Once you find the line with "ctx.lineWidth = 4.5;" in the entries below, return exactly every line from it through the line with "[1,334,83,550,1,582]".
ENTRIES SUPPLIED below:
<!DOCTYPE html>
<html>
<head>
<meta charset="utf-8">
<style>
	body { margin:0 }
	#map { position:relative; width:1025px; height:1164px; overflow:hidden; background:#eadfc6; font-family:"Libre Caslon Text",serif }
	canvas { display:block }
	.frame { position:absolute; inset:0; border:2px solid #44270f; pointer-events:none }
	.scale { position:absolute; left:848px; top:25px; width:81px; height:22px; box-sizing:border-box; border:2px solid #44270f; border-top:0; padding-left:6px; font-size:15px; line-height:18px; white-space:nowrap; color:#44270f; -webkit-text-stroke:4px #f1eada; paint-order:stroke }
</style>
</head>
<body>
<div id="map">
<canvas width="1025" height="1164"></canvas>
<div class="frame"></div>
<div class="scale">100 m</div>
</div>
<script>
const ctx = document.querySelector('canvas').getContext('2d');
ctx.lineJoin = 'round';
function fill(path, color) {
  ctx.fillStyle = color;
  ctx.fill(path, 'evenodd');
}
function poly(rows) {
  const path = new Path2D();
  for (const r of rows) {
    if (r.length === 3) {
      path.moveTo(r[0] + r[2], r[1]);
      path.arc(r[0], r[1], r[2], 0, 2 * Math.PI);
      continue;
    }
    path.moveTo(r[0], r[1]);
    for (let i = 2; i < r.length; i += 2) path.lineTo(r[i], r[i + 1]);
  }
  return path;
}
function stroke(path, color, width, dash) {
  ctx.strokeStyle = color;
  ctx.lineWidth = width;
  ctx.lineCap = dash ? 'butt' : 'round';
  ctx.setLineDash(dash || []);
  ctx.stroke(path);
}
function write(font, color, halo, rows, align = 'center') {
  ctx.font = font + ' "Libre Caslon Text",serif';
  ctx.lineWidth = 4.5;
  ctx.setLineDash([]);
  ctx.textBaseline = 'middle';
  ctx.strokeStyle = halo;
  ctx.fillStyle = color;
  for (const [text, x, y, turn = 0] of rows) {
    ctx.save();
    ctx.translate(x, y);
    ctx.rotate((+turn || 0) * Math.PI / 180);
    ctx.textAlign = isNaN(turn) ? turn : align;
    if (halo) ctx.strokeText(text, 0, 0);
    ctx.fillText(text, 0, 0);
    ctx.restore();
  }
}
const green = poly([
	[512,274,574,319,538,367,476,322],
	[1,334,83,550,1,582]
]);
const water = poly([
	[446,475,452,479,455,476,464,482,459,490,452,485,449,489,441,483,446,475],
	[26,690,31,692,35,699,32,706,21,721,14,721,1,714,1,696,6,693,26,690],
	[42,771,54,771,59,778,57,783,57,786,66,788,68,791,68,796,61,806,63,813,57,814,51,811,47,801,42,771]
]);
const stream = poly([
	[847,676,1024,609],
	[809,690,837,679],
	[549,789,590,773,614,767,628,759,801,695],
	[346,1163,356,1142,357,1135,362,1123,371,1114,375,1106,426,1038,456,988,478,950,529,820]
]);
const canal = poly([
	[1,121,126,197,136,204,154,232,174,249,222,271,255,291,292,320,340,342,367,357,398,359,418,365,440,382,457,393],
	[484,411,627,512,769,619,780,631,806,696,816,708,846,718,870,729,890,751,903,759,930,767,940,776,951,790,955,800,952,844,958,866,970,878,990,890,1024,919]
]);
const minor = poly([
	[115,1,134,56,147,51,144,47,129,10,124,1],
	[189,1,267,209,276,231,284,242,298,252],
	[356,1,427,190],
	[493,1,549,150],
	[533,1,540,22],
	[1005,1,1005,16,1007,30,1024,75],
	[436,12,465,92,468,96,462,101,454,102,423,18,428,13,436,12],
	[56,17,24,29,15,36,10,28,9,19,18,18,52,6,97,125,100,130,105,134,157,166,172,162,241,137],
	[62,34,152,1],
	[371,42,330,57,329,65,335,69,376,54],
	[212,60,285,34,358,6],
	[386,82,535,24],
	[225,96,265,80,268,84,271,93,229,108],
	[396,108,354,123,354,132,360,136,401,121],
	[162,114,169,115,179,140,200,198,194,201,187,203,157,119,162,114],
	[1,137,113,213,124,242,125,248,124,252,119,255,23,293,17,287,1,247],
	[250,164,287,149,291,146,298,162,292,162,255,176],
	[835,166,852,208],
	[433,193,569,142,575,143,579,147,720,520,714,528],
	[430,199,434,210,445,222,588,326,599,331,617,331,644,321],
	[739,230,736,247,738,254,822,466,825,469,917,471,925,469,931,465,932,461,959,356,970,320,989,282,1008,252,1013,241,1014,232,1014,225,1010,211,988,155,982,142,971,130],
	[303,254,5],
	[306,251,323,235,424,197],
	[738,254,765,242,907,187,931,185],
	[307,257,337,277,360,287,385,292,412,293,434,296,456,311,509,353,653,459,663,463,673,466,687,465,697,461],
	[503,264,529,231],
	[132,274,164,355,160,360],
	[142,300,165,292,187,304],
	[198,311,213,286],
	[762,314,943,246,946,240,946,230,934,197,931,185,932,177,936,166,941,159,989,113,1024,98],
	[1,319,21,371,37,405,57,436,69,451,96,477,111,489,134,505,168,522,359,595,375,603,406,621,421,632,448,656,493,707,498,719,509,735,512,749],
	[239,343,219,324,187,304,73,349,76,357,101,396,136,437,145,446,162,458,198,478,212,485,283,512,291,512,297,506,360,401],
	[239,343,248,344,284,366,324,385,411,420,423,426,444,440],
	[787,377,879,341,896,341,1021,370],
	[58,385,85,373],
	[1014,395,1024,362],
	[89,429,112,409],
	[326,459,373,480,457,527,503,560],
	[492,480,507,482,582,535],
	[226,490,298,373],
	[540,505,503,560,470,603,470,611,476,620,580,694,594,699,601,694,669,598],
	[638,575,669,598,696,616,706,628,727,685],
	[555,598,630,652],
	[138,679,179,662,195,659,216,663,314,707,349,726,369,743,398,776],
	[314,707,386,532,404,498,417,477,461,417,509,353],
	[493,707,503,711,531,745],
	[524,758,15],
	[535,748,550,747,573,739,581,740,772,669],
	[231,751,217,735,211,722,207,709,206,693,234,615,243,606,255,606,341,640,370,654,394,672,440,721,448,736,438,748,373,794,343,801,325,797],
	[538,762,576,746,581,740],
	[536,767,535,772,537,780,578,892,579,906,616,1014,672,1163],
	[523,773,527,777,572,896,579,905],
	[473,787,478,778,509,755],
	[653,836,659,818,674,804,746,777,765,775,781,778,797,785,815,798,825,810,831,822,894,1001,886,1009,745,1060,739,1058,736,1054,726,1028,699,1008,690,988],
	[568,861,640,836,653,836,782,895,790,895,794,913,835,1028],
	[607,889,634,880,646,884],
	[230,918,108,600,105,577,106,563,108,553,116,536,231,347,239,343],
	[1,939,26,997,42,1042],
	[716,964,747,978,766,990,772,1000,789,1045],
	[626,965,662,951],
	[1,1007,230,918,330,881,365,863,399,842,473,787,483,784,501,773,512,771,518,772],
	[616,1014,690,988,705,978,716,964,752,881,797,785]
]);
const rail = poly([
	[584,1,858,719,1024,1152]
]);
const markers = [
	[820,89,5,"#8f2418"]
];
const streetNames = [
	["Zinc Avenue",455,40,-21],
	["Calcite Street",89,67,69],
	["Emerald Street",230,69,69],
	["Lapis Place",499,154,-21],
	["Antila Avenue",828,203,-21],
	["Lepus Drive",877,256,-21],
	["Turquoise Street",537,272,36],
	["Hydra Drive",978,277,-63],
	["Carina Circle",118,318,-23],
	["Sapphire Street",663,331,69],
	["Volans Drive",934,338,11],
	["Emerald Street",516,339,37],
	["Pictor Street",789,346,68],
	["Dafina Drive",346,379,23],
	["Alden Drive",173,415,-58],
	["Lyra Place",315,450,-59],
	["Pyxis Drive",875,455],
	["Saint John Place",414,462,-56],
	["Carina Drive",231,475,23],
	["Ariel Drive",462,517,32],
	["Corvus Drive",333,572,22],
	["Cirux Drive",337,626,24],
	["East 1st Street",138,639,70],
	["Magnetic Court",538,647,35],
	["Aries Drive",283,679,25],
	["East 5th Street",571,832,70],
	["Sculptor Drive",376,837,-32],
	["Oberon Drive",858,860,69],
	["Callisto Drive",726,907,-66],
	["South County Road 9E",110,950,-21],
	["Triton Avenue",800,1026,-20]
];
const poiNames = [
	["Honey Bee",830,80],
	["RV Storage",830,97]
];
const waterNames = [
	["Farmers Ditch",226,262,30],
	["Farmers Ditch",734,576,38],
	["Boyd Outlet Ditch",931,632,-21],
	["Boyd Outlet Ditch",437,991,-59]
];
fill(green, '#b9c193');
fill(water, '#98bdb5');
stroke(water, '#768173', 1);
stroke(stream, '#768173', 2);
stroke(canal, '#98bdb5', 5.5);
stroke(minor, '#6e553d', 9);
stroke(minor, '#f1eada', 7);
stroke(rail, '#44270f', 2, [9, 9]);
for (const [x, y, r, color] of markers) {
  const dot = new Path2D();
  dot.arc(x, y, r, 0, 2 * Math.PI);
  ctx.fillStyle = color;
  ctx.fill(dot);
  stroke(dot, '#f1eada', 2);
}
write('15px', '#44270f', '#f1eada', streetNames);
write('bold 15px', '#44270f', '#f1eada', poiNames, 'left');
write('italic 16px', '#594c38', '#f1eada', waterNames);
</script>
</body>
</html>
End of ENTRIES SUPPLIED.
RESULT BELOW
  ctx.lineWidth = 4.5;
  ctx.setLineDash([]);
  ctx.textBaseline = 'middle';
  ctx.strokeStyle = halo;
  ctx.fillStyle = color;
  for (const [text, x, y, turn = 0] of rows) {
    ctx.save();
    ctx.translate(x, y);
    ctx.rotate((+turn || 0) * Math.PI / 180);
    ctx.textAlign = isNaN(turn) ? turn : align;
    if (halo) ctx.strokeText(text, 0, 0);
    ctx.fillText(text, 0, 0);
    ctx.restore();
  }
}
const green = poly([
	[512,274,574,319,538,367,476,322],
	[1,334,83,550,1,582]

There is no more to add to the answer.